Berlin, Frank Schöbel bei Autogrammstunde
Bundesarchiv, Bild 183-W0115-047 / Reiche, Hartmut / CC-BY-SA 3.0, CC BY-SA 3.0 DE, via Wikimedia Commons

Frank Schöbel  ist ein deutscher Musiker und einer der erfolgreichsten Schlagersänger der DDR.

Der 1942 in Leipzig geborene Frank Schöbel ist der zweite Sohn einer Opernsängerin. Sein musikalisches Talent wurde schon früh im Alter von 7 Jahren von ihr bemerkt.

Aus einer Karriere im Thomanerchor wurde jedoch nichts, ihm zog es mehr zu zeitgenössischer Musik hin.
Frank Schöbel wurde Mitglied des Erich-Weinert-Ensembles der NVA, ein professionelles Künstlerensemble. Die Mitglieder erhielten dank eigener Gesangslehrer eine Ausbildung an der Hochschule für Musik „Hanns Eisler“ Berlin, die oft mit einer Bühnenreifeprüfung abgeschlossen wurde.
Viele der Mitglieder des Erich-Weinert-Ensembles wurden später als Solisten erfolgreich.

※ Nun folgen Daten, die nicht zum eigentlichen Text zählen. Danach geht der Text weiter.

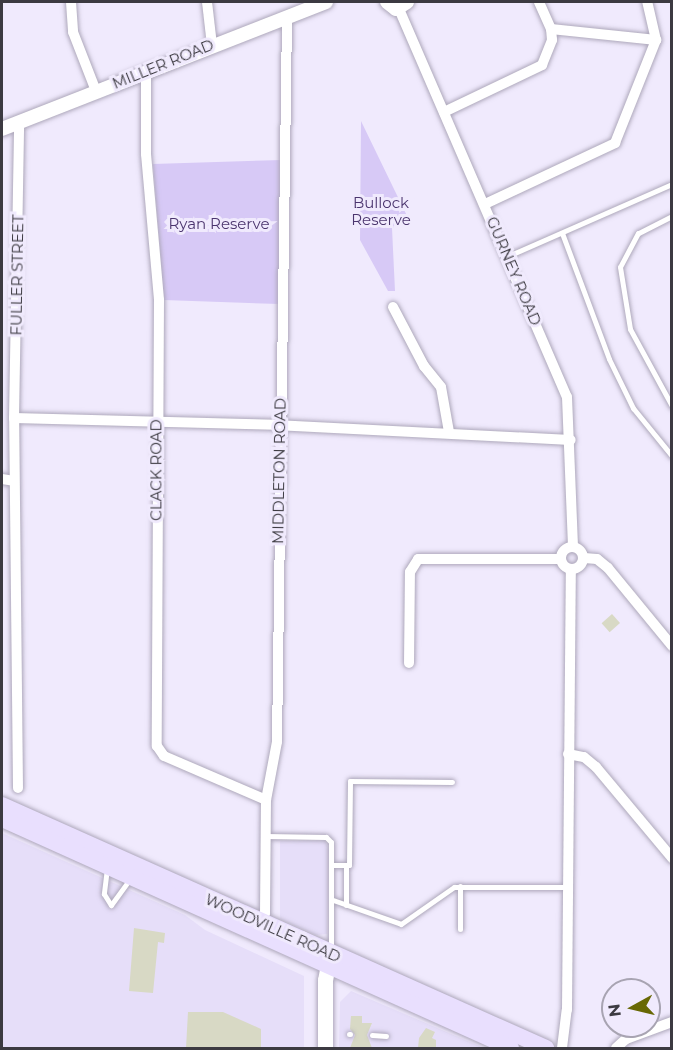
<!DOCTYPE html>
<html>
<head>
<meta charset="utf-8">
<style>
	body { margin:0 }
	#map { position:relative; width:673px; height:1050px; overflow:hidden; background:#f0eafd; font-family:Montserrat,sans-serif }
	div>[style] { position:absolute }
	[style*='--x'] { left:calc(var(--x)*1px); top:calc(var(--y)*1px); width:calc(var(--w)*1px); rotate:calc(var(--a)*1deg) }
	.built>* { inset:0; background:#e6def9 }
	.green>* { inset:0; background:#d7c9f6 }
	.building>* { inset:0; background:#d8d9c5; transform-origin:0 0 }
	.roads { filter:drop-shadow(0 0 2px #aea8bb) drop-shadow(0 0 2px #aea8bb) }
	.service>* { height:5px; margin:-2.5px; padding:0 2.5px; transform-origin:2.5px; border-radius:2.5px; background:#fff }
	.minor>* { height:10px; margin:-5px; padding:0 5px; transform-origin:5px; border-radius:5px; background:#fff }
	.minor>.ring { margin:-5px; padding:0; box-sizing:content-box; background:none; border:10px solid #fff; border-radius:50% }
	.tertiary>* { height:14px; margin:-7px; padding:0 7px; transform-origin:7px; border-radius:7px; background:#fff }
	.secondary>* { height:15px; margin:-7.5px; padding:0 7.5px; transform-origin:7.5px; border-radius:7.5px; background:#fff }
	.primary>* { height:16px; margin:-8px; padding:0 8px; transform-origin:8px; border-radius:8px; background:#e9dffe }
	span { translate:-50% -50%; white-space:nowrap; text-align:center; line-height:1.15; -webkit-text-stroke:6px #f0eafd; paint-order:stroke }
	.street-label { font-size:15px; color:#3c3a41 }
	.park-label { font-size:15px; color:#4b356e }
	.frame { position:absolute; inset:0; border:3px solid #3c3a41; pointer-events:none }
	.north { position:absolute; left:601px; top:978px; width:60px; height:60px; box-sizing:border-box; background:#f0eafd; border:2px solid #a8a4b2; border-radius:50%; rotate:262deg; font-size:16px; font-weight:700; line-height:24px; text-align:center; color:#3c3a41 }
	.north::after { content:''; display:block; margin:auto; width:21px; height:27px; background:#686804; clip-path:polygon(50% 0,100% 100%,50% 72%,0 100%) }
</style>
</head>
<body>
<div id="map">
	<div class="built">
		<div style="clip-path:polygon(2px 833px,185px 915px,205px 930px,304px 976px,304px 1048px,2px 1048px)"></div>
		<div style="clip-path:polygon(280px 841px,325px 841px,329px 850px,327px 934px,316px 935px,280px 919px)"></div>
		<div style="clip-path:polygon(351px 991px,484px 1048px,339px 1048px,340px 1002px)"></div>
	</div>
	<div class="green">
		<div style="clip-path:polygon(361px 121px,409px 220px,392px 228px,395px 291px,388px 291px,360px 240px)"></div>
		<div style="clip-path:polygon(282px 160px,279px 304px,164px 300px,153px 164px)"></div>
	</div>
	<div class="building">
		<div style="left:612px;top:614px;width:12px;height:14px;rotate:48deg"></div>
		<div style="clip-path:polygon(134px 928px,165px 933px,164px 943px,158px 942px,153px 993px,129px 991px)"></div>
		<div style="clip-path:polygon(188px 1012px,223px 1012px,261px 1029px,261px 1048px,186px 1048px)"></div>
		<div style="clip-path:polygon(351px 1016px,362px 1016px,362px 1023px,372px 1023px,367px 1035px,372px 1048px,350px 1048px,355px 1035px,350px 1029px)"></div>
		<div style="clip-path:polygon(426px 1028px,435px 1032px,432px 1038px,436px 1040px,436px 1048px,418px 1048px,419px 1038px)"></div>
	</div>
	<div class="roads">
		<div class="service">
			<div style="--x:672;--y:216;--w:38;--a:153"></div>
			<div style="--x:638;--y:233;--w:38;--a:118"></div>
			<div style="--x:620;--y:267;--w:63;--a:80.8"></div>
			<div style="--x:630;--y:329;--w:88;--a:61.4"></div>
			<div style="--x:562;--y:233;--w:134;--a:69.5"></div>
			<div style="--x:609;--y:359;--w:55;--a:63.9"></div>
			<div style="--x:633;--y:408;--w:62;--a:50.9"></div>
			<div style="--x:508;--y:256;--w:179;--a:-23.7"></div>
			<div style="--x:266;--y:836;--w:60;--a:1"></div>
			<div style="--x:326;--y:837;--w:7;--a:45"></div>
			<div style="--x:331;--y:842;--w:107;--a:90"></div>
			<div style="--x:333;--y:865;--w:16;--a:0"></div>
			<div style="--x:349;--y:865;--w:84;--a:-89.3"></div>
			<div style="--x:350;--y:781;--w:102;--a:0.6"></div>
			<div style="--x:107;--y:868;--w:26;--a:97"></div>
			<div style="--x:104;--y:894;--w:13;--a:58"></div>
			<div style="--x:111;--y:905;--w:32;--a:-54"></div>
			<div style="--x:333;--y:900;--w:72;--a:19.4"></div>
			<div style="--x:401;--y:924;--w:65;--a:-34.9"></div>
			<div style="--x:454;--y:887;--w:113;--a:0"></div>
			<div style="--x:346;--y:905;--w:40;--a:-90"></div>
			<div style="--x:460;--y:929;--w:43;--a:-90"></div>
			<div style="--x:349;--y:1034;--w:1;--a:0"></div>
			<div style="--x:372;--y:1035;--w:14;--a:4"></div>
		</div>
		<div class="minor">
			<div style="--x:71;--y:2;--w:30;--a:86"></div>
			<div style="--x:73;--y:32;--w:63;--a:68.7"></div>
			<div style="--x:207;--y:2;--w:43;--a:83.4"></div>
			<div style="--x:399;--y:9;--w:423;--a:66.6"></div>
			<div style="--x:567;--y:397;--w:150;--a:87.7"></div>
			<div style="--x:551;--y:29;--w:106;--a:6"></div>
			<div style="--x:146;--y:71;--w:83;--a:90"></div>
			<div style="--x:146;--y:154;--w:147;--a:84.9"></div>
			<div style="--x:159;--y:300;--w:446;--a:90.3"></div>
			<div style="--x:157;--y:746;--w:12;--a:55"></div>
			<div style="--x:164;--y:756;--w:111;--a:23.3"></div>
			<div style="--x:444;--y:112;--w:109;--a:-25.6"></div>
			<div style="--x:542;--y:65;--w:27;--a:-68"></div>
			<div style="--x:552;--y:40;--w:11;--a:-95"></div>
			<div style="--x:551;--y:29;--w:30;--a:-114"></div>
			<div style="--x:485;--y:204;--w:144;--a:-25.1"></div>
			<div style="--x:615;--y:143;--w:111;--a:-68.3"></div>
			<div style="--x:656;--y:40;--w:39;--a:-103"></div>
			<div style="--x:393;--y:307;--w:67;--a:62.3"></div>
			<div style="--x:424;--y:366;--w:27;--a:51"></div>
			<div style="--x:441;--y:387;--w:46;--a:79.9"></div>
			<div style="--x:14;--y:418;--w:261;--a:1.5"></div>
			<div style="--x:275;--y:425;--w:296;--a:2.9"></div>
			<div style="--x:2;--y:479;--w:12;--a:9"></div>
			<div class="ring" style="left:561px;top:547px;width:12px;height:12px"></div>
			<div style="--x:584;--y:558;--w:13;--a:4"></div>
			<div style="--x:597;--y:559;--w:14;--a:39"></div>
			<div style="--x:608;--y:568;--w:101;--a:50.6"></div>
			<div style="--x:409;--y:663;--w:91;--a:-89.4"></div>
			<div style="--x:410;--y:572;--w:15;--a:-58"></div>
			<div style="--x:418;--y:559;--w:143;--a:0"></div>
			<div style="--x:568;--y:754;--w:16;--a:11"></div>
			<div style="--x:584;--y:757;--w:16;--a:40"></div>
			<div style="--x:596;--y:767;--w:119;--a:50.1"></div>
			<div style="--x:18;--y:788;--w:370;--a:-90.6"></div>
			<div style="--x:14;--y:418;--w:295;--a:-89"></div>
			<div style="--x:260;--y:923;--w:11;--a:-63"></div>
			<div style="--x:265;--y:913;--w:113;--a:-89.5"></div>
			<div style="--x:266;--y:800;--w:59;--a:-79.3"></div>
			<div style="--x:277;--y:742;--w:725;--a:-89.21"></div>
			<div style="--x:562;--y:1048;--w:38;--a:-83"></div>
			<div style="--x:567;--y:1010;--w:440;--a:-89.5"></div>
			<div style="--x:616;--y:1048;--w:13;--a:-42"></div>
			<div style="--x:626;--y:1039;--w:49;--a:-20.3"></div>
		</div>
		<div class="tertiary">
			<div style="--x:387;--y:2;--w:11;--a:38"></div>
			<div style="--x:396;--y:9;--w:13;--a:-32"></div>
			<div style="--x:2;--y:129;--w:348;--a:-21.4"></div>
		</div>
		<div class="secondary">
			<div style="--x:325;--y:1048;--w:68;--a:-90"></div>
			<div style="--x:325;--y:980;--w:26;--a:-79"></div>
		</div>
		<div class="primary">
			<div style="--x:2;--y:805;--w:596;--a:24.07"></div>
			<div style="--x:2;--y:819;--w:558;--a:24.22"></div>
		</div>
	</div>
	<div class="street-label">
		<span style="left:163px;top:64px;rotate:-22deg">MILLER ROAD</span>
		<span style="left:514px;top:271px;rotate:67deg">GURNEY ROAD</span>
		<span style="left:17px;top:275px;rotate:-89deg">FULLER STREET</span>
		<span style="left:156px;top:470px;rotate:-90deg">CLACK ROAD</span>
		<span style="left:279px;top:471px;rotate:-89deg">MIDDLETON ROAD</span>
		<span style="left:273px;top:928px;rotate:24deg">WOODVILLE ROAD</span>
	</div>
	<div class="park-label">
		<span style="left:381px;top:211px">Bullock<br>Reserve</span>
		<span style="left:219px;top:224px">Ryan Reserve</span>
	</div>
	<div class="frame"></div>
	<div class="north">N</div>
</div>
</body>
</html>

So auch Frank Schöbel und seine spätere Partnerin Chris Doerk, welche er über das Erich-Weinert-Ensemble kennen lernte.

Es war das Jahr 1962, in dem Frank Schöbel seine erste Single produzierte. Mit dem Titel „Looky -Looky, Blonder Stern und Party Twist“ erstürmte er die Spitze der DDR-Hitparade.

Frank Schöbel gewann zusammen mit Chris Doerk den ersten Preis beim Schlagerwettbewerb der DDR mit dem Duett „Lieb mich so, wie dein Herz es mag“. Zum absoluten Star wurde Frank Schöbel jedoch gemeinsam mit Chris Doerk durch den DEFA-Film „Heißer Sommer“ im Jahr 1968. Frank Schöbel hatte bis dahin einen guten Status als Sänger, aber durch diesen Film wurde er einem noch breiterem Publikum bekannt und von ihm gemocht. Vom Schlagerstar zum Kinostar. Die beiden Hauptcharaktere Frank Schöbel und Chris Doerk verhalfen dem Film „Ein heißer Sommer“ zum Kultstatus, der bis heute besteht.

Frank Schöbel kam zu seiner ersten TV-Show zusammen mit Chris Doerk und Horst Feuerstein im Jahre 1969. Die Zusammenarbeit mit Chris Doerk führte 1971 zur gemeinsamen Moderation der DFF (Deutscher Fernsehfunk) Sendungen „Treff mit Chris und Frank“ und „Disko-Treff“. Der Tag der Scheidung von seiner ersten Frau Chris Doerk, der 6. März 1974, war auch zugleich der Tag ihres letzten gemeinsamen Konzerts. Chris Doerk arbeitete als Solistin noch einige Jahre weiter, an die gemeinsamen großen Erfolge vermochte sie jedoch nicht wieder anzuschließen. Frank Schöbel hingegen setzte seine Karriere fort.